### WORK ITEM
Restate the data below word for word. Skip any images it contains.

++++ DATA EXTRACTS ++++

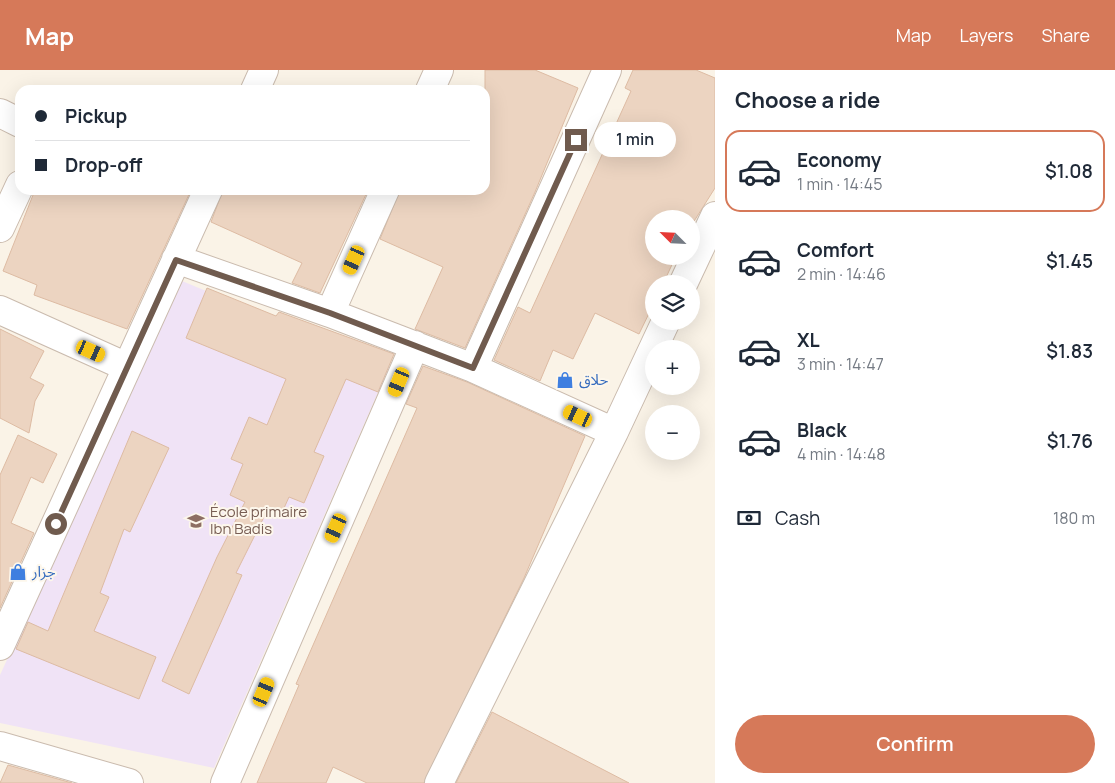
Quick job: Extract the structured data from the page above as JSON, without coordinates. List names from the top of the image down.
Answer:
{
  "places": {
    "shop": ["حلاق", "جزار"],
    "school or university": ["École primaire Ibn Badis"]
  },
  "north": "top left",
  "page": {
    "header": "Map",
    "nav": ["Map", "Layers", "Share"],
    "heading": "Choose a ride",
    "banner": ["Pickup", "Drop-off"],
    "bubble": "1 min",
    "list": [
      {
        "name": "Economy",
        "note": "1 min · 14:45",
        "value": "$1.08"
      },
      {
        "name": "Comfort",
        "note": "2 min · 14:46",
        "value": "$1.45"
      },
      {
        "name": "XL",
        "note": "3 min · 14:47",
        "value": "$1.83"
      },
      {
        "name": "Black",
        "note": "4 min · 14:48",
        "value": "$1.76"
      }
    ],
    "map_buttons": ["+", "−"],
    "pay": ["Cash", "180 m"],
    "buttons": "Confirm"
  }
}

++++

### WRITTEN REPLY
Quick job: Extract the structured data from the page above as JSON, without coordinates. List names from the top of the image down.
Answer:
{
  "places": {
    "shop": ["حلاق", "جزار"],
    "school or university": ["École primaire Ibn Badis"]
  },
  "north": "top left",
  "page": {
    "header": "Map",
    "nav": ["Map", "Layers", "Share"],
    "heading": "Choose a ride",
    "banner": ["Pickup", "Drop-off"],
    "bubble": "1 min",
    "list": [
      {
        "name": "Economy",
        "note": "1 min · 14:45",
        "value": "$1.08"
      },
      {
        "name": "Comfort",
        "note": "2 min · 14:46",
        "value": "$1.45"
      },
      {
        "name": "XL",
        "note": "3 min · 14:47",
        "value": "$1.83"
      },
      {
        "name": "Black",
        "note": "4 min · 14:48",
        "value": "$1.76"
      }
    ],
    "map_buttons": ["+", "−"],
    "pay": ["Cash", "180 m"],
    "buttons": "Confirm"
  }
}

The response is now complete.